At the effective time of the Merger (the Effective Time), each outstanding share of common
stock, par value $1.00 per share, of the Company (including the associated preferred stock purchase
rights granted pursuant to the Companys shareholder rights plan, Common Stock), other than
shares owned by the Company, Merger Sub or by Finish Line, will be cancelled and converted into the
right to receive $54.50 in cash, without interest. At the Effective Time, the vesting of each
outstanding option will be accelerated in full, and each such option will be cancelled and
converted into the right to receive in cash, without interest and less applicable withholding
taxes, equal to the product of (a) the excess of $54.50 over the exercise price per share of Common
Stock for such option and (b) the number of shares of Common Stock then subject to such option.

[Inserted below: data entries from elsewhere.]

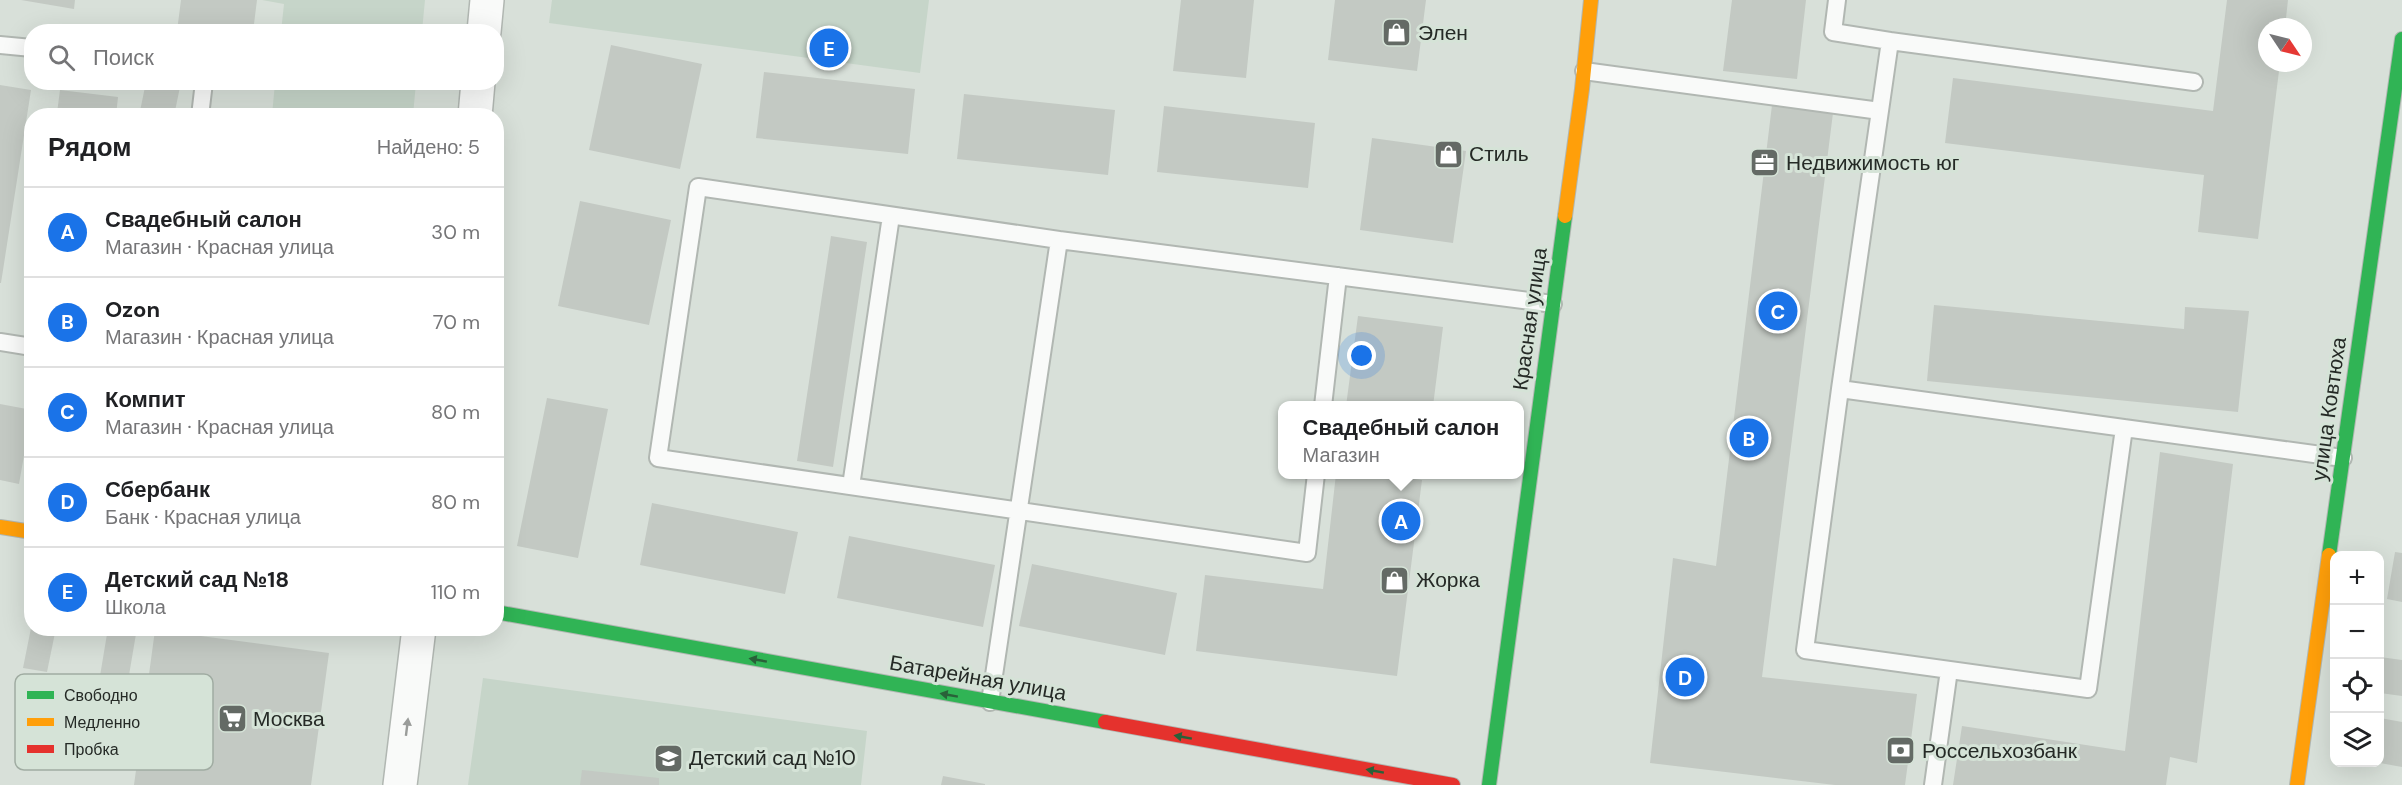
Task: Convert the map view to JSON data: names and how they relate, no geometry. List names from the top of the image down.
{
  "streets": {
    "street": ["Красная улица", "улица Ковтюха", "Батарейная улица"]
  },
  "one_way": ["Батарейная улица"],
  "places": {
    "shop": ["Элен", "Стиль", "Жорка"],
    "office": ["Недвижимость юг"],
    "supermarket": ["Москва"],
    "bank": ["Россельхозбанк"],
    "school or university": ["Детский сад №10"]
  },
  "legend": ["Свободно", "Медленно", "Пробка"],
  "north": "bottom right",
  "page": {
    "search": "Поиск",
    "pins": [
      "E",
      "C",
      "B",
      "A",
      "D"
    ],
    "heading": ["Рядом", "Найдено: 5"],
    "list": [
      {
        "mark": "A",
        "name": "Свадебный салон",
        "note": "Магазин · Красная улица",
        "value": "30 m"
      },
      {
        "mark": "B",
        "name": "Ozon",
        "note": "Магазин · Красная улица",
        "value": "70 m"
      },
      {
        "mark": "C",
        "name": "Компит",
        "note": "Магазин · Красная улица",
        "value": "80 m"
      },
      {
        "mark": "D",
        "name": "Сбербанк",
        "note": "Банк · Красная улица",
        "value": "80 m"
      },
      {
        "mark": "E",
        "name": "Детский сад №18",
        "note": "Школа",
        "value": "110 m"
      }
    ],
    "popup": ["Свадебный салон", "Магазин"],
    "map_buttons": ["+", "−"]
  }
}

Additionally, all restricted shares under the Companys equity plans will be vested in full
immediately prior to the Effective Time.
Each issued and outstanding share of the Companys preferred stock will remain outstanding
following the Effective Time. However, Finish Line has informed the Company that it currently
intends to redeem any redeemable shares of preferred stock that have not converted into Common
Stock, if applicable, after the Effective Time in accordance with the Companys charter.
Additionally, Finish Line has informed the Company that it may
commence a tender offer and
consent solicitation (the Tender Offer) with respect to the approximately 60,000 outstanding
shares of the Companys employees subordinated convertible preferred stock, which are currently
not redeemable (the Employee Preferred Stock), at $54.50 per share that is conditioned on (i) the
consummation of the Merger and (ii) the tendering holders of the Employee Preferred Stock granting
proxies to vote in favor of the Merger and an amendment to the Companys charter (the Amendment)
to allow for the redemption of the Employee Preferred Stock after the consummation of the Merger at
$54.50 per share. However, neither the making of nor consummation of the Tender Offer, nor the
approval of the Companys shareholders of the Amendment, shall be a condition to the closing of the
Merger for the Company, Finish Line or Merger Sub. The Company has agreed to recommend the
adoption of the Amendment to its shareholders and to include the Amendment in the Companys proxy
statement relating to the Merger Agreement.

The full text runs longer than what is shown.